◆ **WORK TO BE COMPLETED**: Find every line in the records below that holds the word "Edgewater", and copy it out.

(Stored items)
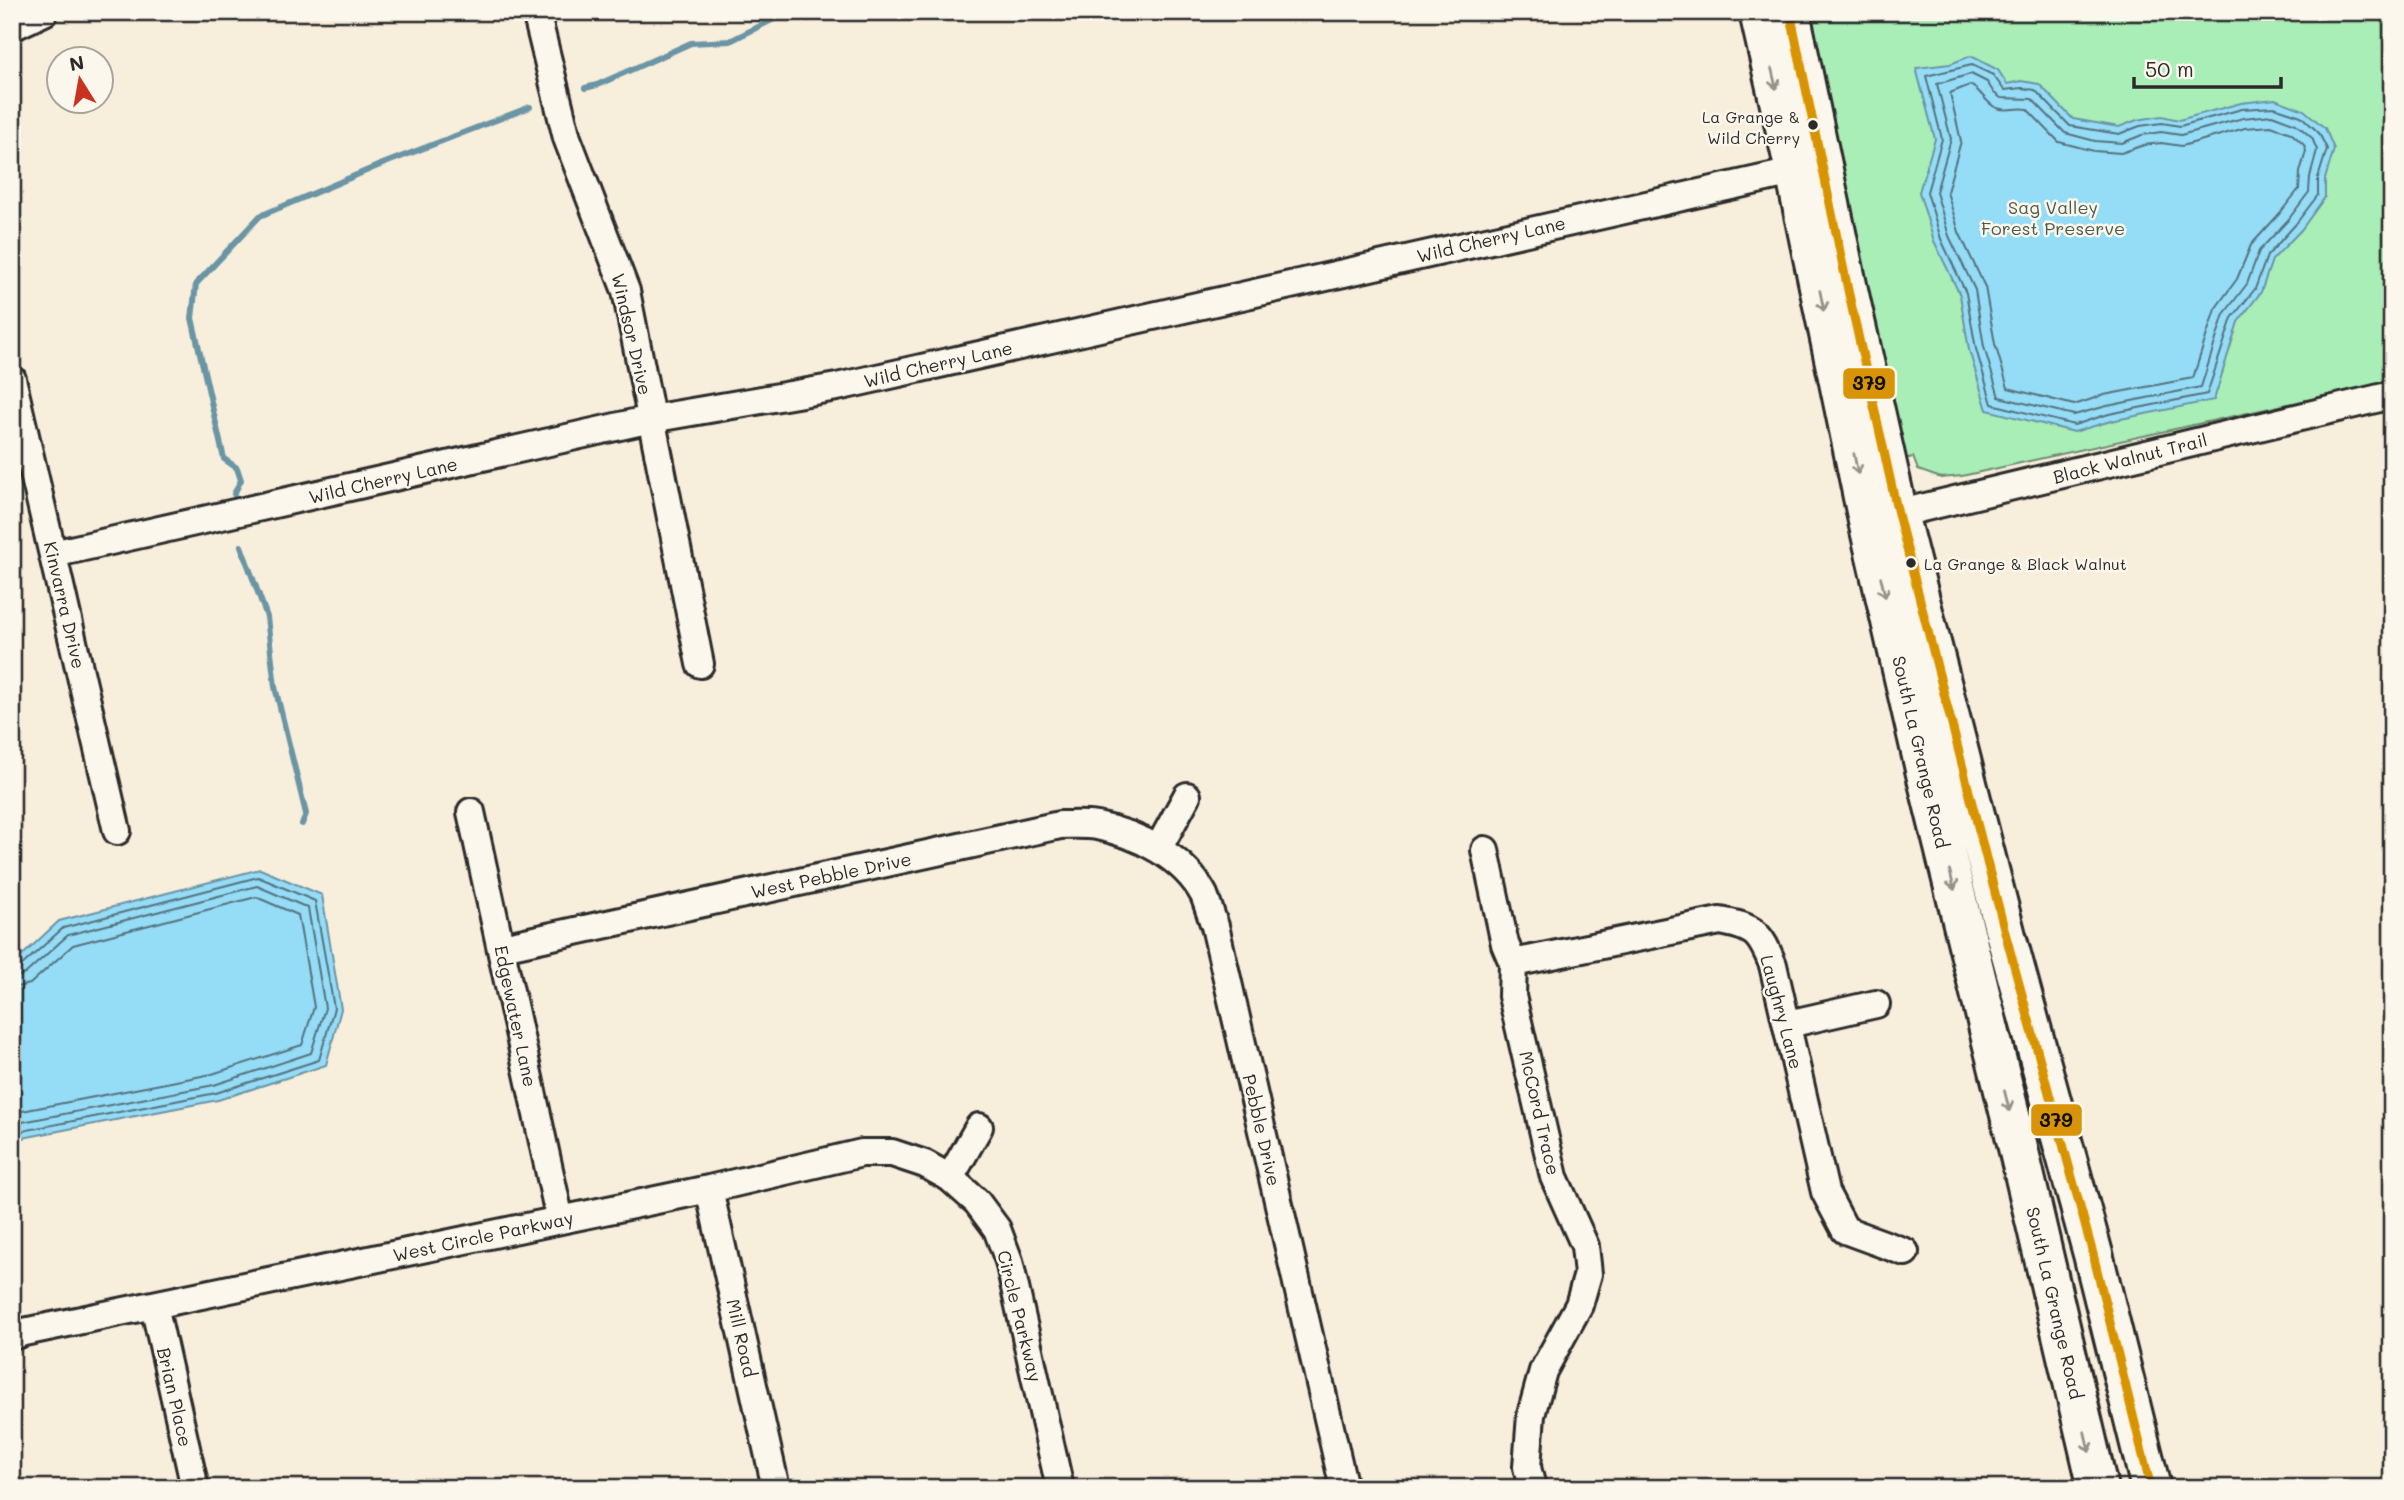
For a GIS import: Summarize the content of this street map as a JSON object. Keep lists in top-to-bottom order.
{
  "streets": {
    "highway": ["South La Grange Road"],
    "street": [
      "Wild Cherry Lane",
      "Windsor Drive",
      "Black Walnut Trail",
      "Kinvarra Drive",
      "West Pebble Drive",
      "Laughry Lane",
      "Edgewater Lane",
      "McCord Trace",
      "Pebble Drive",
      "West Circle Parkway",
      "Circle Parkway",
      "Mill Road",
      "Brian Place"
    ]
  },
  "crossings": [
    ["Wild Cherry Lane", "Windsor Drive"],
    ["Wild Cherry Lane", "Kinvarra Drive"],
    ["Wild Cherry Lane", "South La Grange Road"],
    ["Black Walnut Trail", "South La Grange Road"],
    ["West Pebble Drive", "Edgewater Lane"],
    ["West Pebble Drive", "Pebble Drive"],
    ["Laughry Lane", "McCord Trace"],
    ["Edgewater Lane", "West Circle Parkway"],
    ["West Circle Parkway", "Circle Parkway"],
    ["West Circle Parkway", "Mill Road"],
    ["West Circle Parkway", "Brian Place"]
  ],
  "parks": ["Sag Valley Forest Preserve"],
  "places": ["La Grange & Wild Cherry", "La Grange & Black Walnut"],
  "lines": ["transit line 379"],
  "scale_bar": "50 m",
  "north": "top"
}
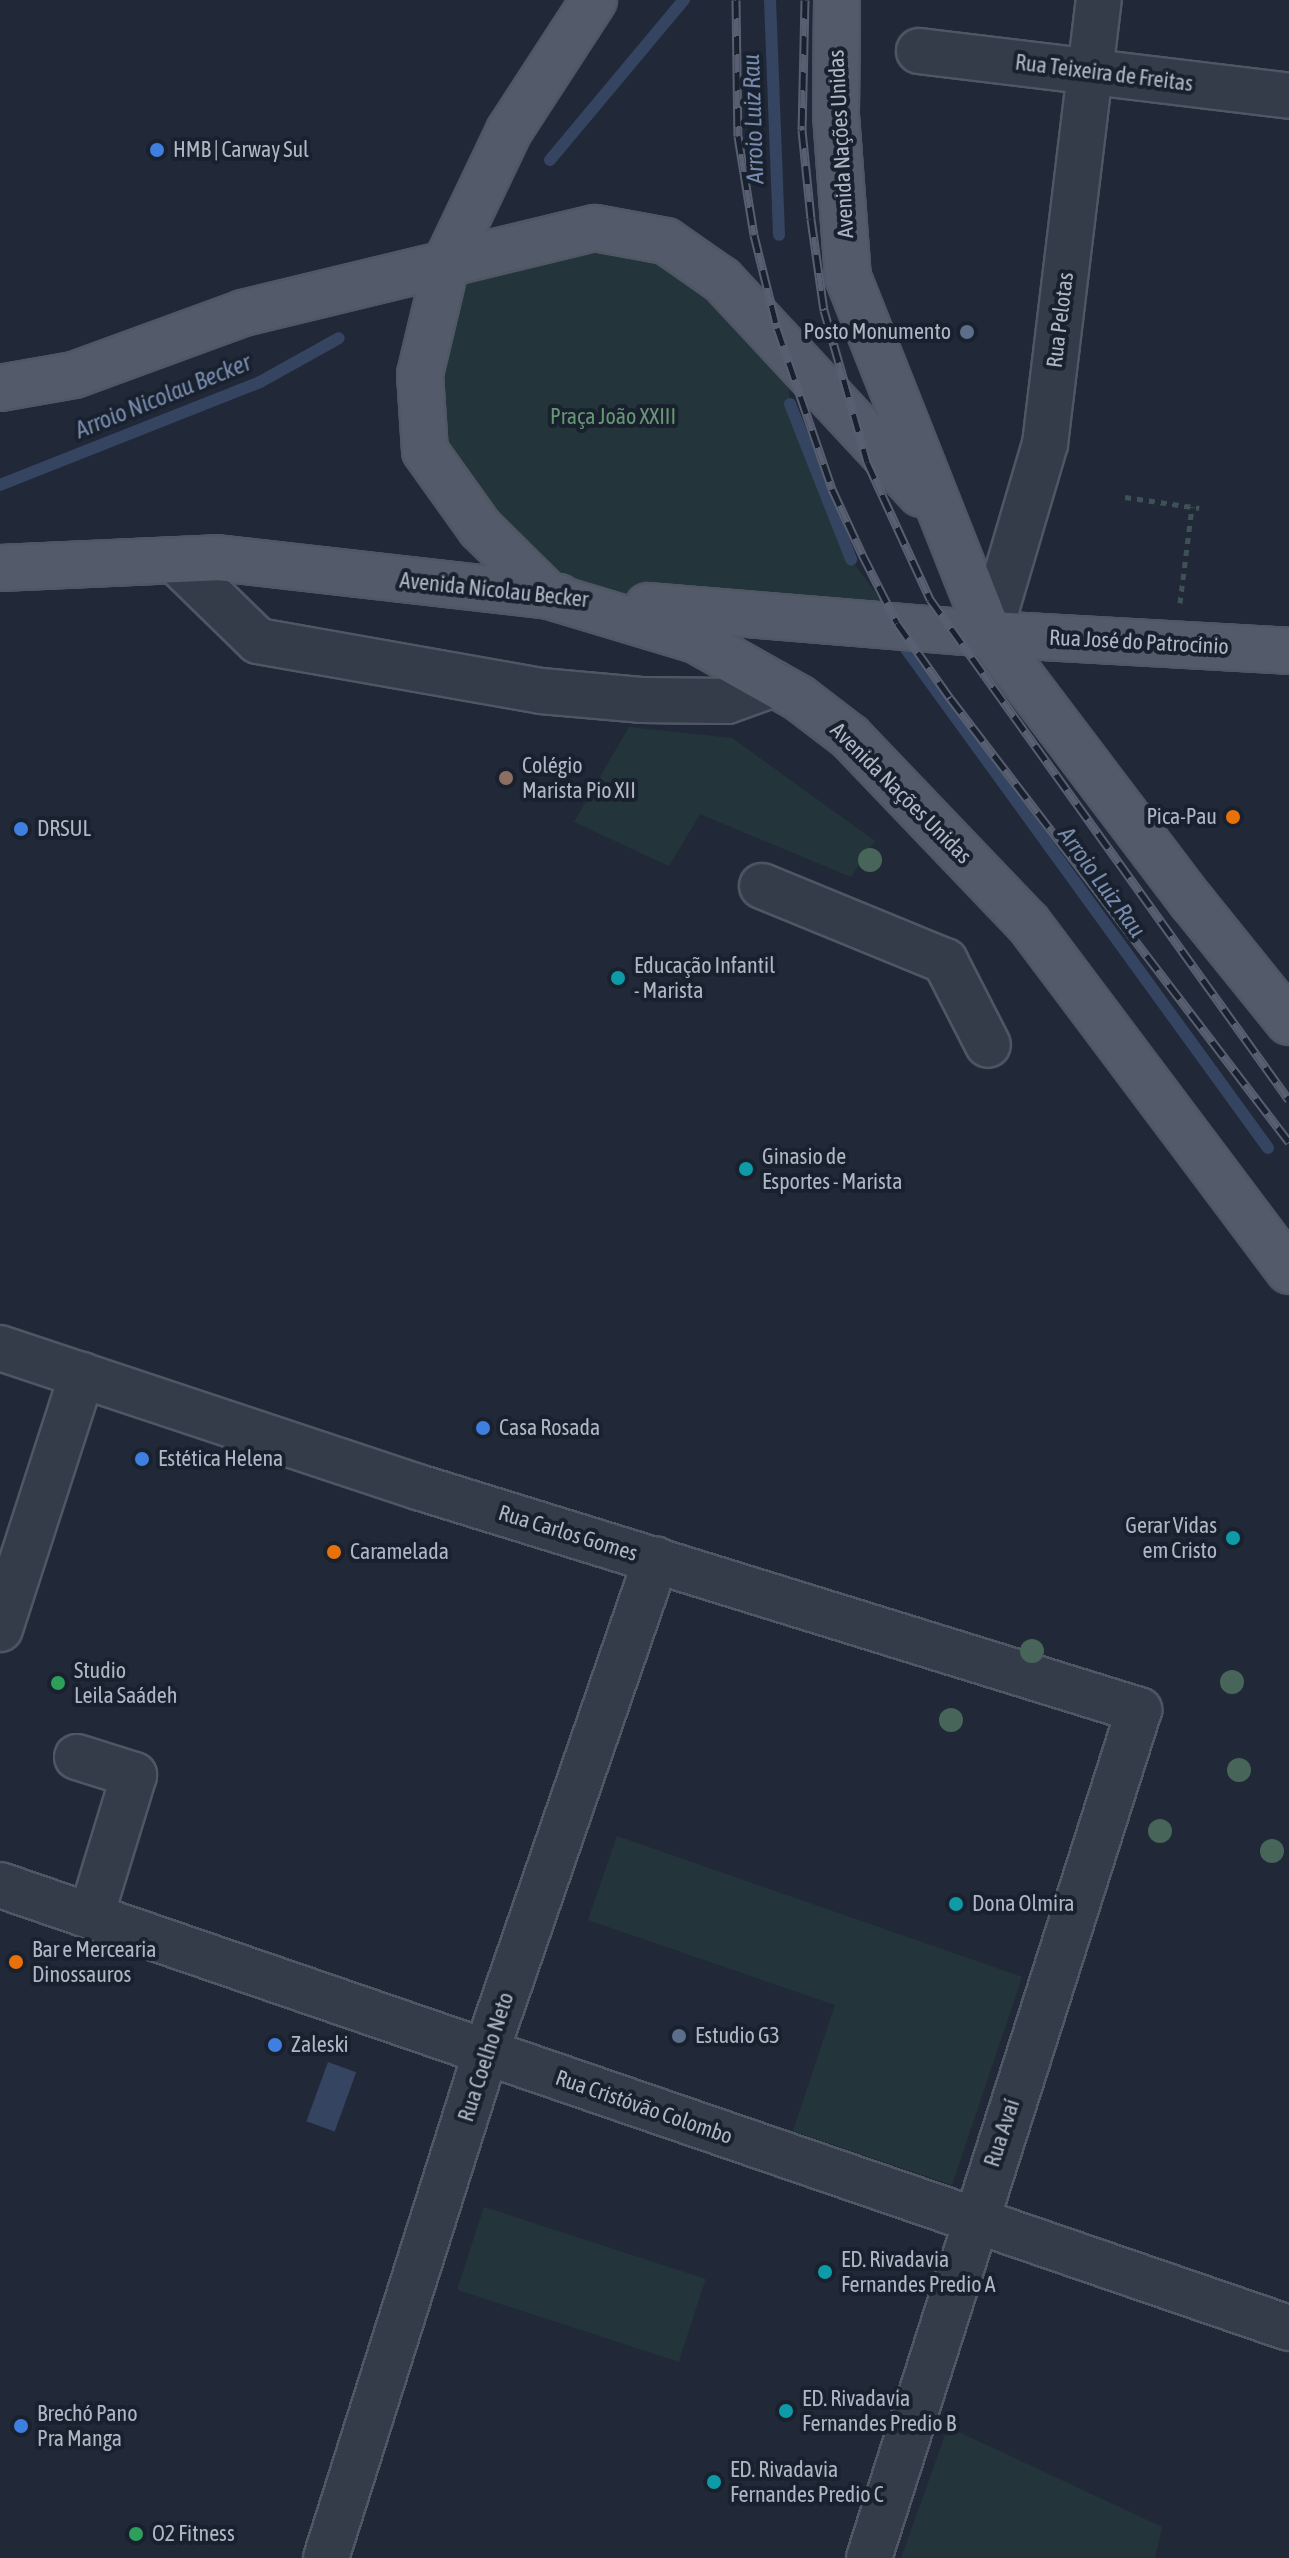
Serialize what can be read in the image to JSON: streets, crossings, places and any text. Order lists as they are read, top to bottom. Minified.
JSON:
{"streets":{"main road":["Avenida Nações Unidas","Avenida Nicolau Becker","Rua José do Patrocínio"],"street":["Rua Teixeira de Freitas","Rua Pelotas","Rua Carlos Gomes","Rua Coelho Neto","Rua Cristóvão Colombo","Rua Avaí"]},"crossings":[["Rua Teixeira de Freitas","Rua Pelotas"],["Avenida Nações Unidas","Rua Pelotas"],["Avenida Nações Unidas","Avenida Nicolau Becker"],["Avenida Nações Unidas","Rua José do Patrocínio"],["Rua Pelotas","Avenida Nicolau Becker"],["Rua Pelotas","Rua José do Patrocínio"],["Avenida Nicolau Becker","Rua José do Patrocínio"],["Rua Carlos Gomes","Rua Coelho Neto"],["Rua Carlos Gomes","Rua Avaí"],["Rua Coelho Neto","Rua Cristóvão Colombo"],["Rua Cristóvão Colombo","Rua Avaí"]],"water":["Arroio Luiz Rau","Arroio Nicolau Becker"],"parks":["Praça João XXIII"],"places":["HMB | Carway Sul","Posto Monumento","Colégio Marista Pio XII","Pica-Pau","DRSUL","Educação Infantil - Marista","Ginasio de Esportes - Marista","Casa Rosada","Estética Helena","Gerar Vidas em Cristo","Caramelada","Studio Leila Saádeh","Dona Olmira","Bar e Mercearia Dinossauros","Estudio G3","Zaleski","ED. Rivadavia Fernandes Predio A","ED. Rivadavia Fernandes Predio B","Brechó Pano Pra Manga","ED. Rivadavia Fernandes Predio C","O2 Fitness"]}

◆ **OUTPUT OF THE EXERCISE**:
      "Edgewater Lane",
    ["West Pebble Drive", "Edgewater Lane"],
    ["Edgewater Lane", "West Circle Parkway"],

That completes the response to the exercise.